**MATERIAL FOR THE TASK:**
----------

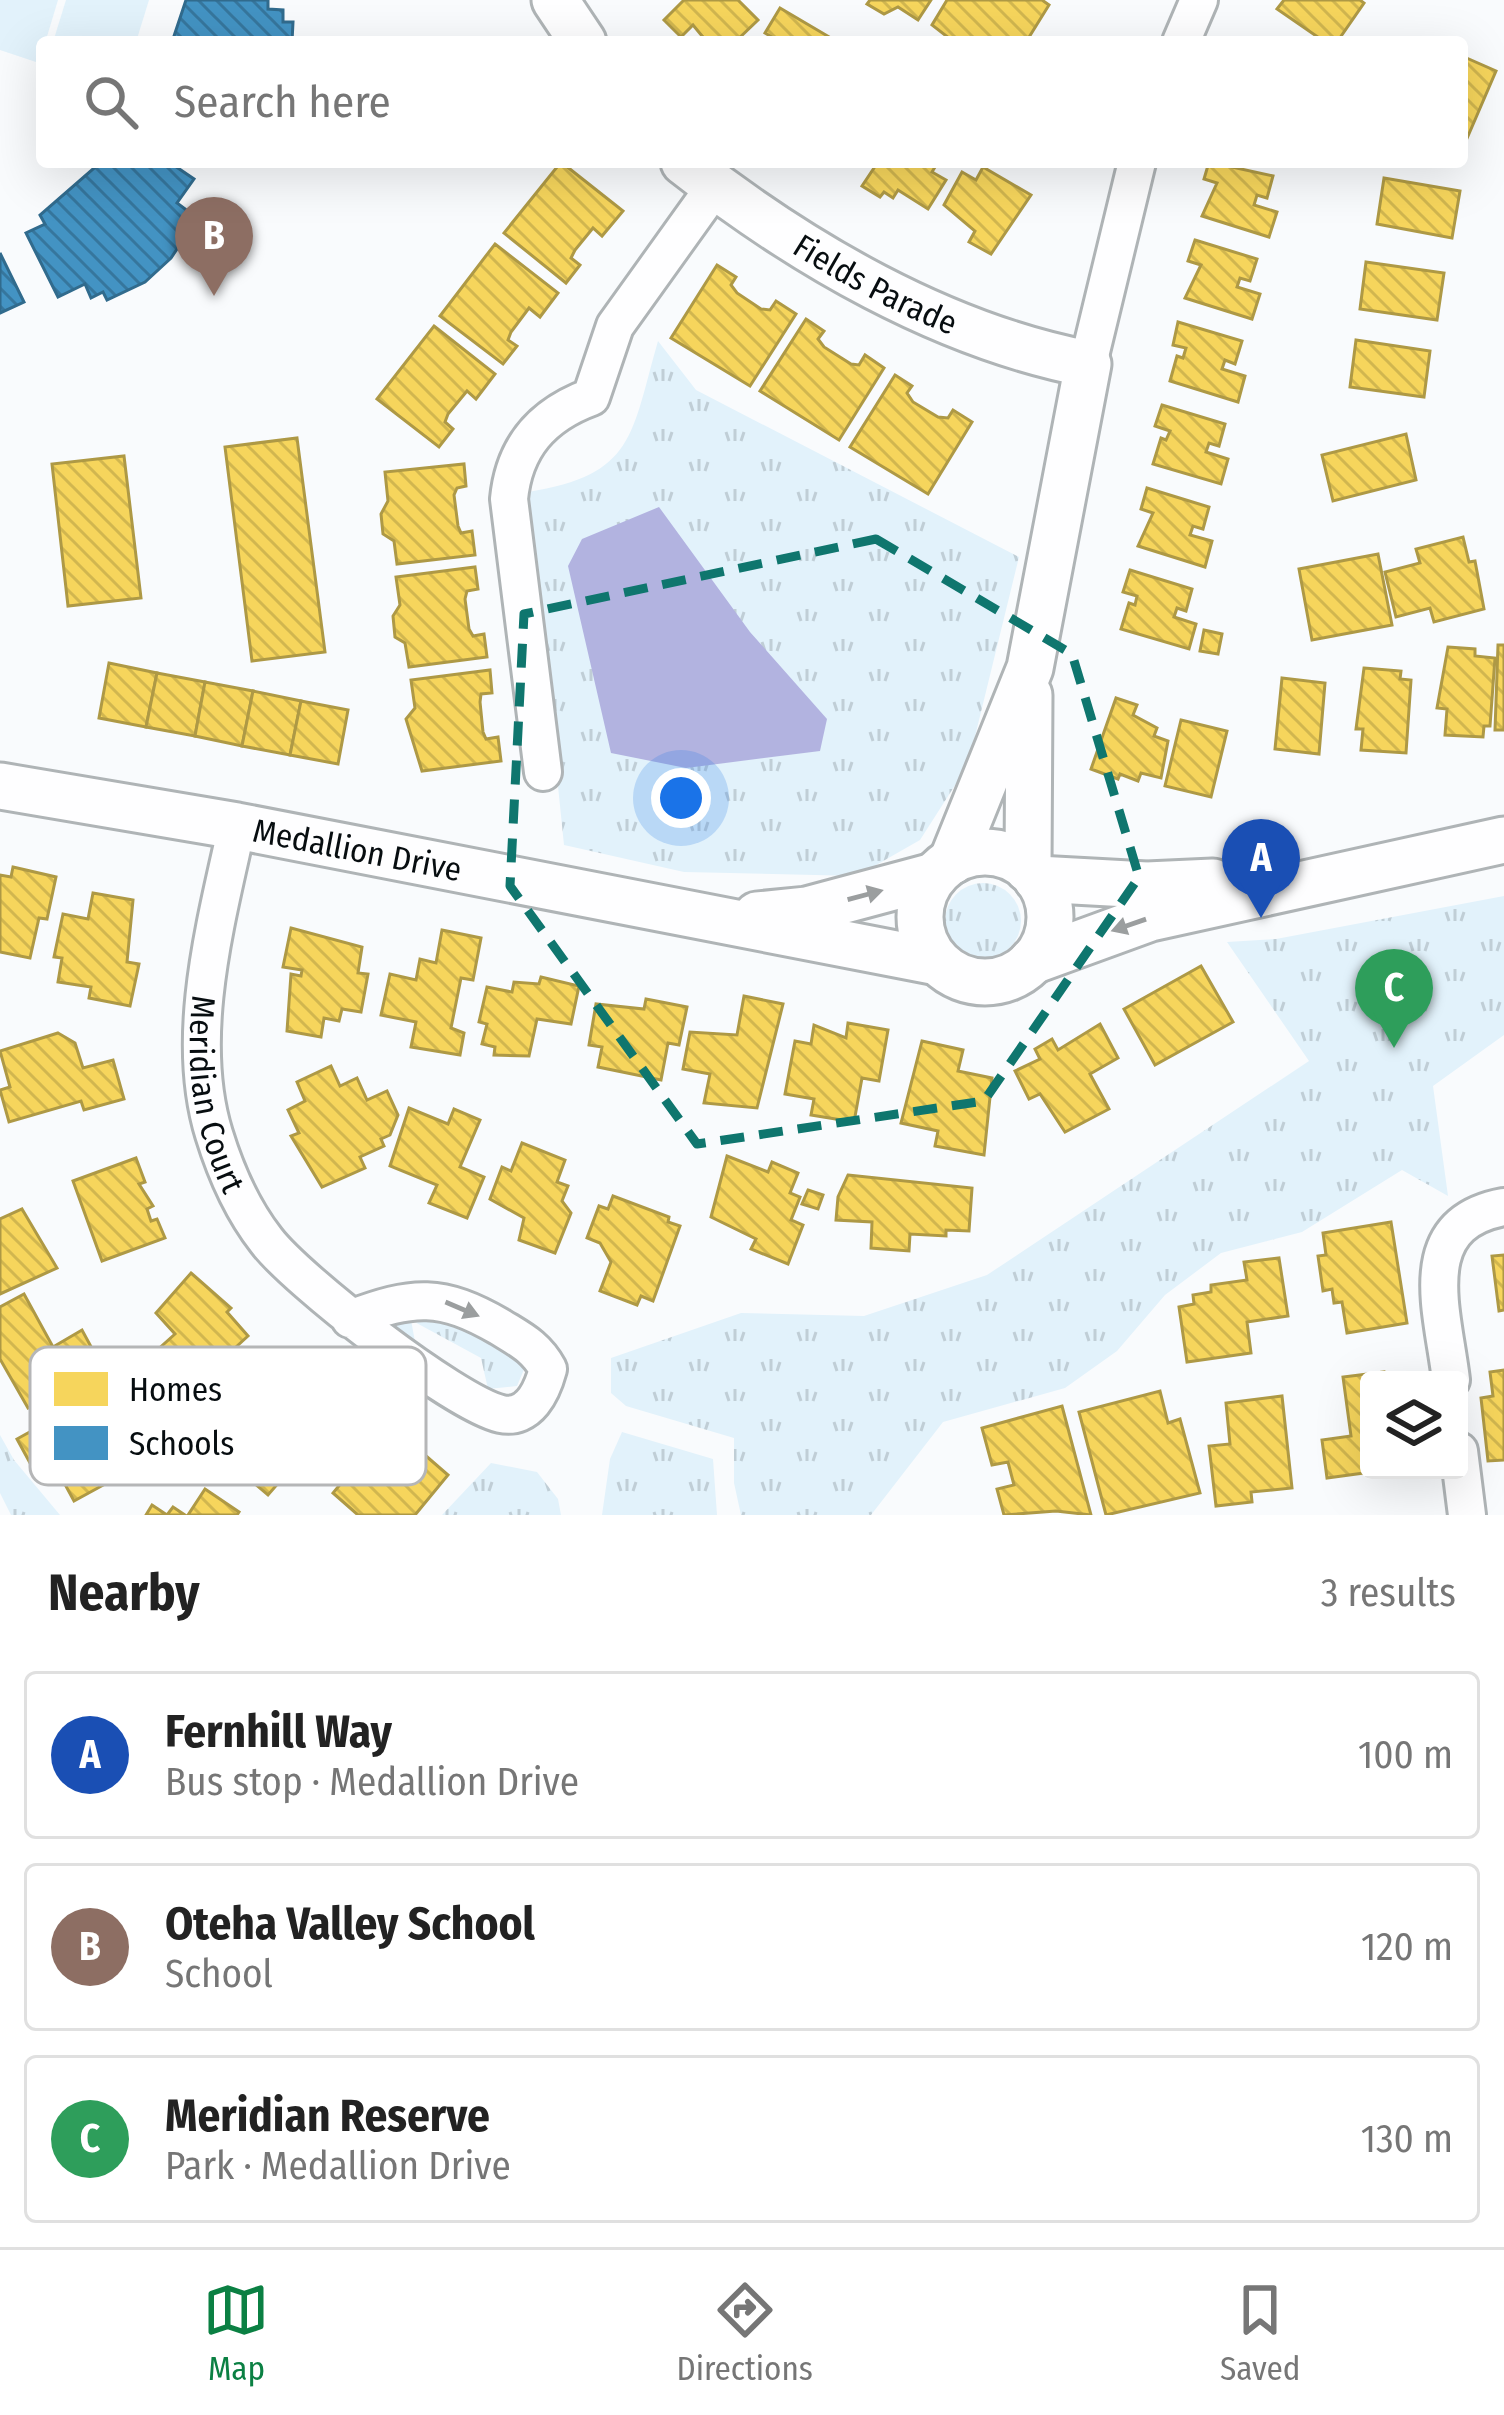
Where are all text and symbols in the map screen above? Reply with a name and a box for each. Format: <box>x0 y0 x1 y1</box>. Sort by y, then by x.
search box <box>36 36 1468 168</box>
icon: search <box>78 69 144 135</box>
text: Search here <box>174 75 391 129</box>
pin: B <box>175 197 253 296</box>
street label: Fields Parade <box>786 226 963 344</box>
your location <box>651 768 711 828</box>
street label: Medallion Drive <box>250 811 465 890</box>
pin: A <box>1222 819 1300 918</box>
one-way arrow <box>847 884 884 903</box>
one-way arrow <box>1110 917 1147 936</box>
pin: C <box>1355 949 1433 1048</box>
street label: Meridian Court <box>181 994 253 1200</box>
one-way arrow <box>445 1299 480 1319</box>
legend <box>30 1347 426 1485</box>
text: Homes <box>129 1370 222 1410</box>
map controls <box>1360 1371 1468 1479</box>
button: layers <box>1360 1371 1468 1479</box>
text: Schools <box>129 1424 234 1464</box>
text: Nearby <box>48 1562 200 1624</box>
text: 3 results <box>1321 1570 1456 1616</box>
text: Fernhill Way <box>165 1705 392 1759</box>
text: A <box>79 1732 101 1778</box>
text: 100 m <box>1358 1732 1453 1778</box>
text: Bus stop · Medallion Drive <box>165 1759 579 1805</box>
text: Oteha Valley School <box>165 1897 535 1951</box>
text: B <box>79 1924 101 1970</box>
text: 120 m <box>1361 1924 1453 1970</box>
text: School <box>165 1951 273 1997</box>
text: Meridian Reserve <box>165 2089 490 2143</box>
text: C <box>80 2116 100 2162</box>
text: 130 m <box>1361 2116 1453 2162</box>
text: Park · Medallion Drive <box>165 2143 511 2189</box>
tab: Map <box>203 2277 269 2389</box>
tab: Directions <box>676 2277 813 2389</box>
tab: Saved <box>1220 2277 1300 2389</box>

----------

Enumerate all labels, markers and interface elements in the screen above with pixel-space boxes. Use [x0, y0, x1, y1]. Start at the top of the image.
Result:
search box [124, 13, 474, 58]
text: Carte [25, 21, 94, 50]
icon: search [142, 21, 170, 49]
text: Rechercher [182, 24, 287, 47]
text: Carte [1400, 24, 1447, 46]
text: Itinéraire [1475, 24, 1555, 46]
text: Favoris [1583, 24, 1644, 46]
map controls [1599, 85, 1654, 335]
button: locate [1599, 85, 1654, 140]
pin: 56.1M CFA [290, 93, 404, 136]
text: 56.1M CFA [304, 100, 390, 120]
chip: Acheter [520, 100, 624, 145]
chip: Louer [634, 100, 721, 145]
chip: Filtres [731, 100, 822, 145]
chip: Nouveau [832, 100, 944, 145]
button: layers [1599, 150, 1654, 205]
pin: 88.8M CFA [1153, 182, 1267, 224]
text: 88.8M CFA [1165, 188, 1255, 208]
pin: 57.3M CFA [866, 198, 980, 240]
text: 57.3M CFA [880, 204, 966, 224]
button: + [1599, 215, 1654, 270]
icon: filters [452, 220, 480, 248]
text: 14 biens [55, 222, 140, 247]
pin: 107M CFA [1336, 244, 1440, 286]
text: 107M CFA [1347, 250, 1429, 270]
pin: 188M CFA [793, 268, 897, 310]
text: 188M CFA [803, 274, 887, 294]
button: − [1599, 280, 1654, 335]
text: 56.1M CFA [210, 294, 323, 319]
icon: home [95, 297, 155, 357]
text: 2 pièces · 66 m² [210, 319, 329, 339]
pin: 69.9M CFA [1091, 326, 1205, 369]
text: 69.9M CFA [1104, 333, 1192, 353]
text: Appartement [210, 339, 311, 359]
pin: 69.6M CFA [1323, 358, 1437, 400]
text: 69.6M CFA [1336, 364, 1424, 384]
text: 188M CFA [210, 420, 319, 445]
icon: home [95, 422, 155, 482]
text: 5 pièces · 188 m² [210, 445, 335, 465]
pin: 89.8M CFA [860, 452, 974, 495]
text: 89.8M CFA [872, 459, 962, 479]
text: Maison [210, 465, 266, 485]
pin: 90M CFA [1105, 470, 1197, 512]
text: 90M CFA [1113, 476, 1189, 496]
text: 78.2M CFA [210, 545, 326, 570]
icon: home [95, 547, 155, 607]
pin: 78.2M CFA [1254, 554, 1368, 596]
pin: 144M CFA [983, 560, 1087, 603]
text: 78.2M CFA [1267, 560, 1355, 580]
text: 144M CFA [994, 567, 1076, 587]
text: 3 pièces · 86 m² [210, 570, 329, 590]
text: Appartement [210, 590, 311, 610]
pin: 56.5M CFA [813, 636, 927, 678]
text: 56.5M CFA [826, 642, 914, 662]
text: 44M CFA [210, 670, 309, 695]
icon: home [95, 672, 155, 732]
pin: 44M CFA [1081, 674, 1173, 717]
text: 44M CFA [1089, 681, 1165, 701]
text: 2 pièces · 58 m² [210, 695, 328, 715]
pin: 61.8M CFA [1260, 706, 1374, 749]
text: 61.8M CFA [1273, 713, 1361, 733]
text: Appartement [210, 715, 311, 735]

----------

Take every line from the records that holds "controls" and copy it down.

map controls <box>1360 1371 1468 1479</box>
map controls [1599, 85, 1654, 335]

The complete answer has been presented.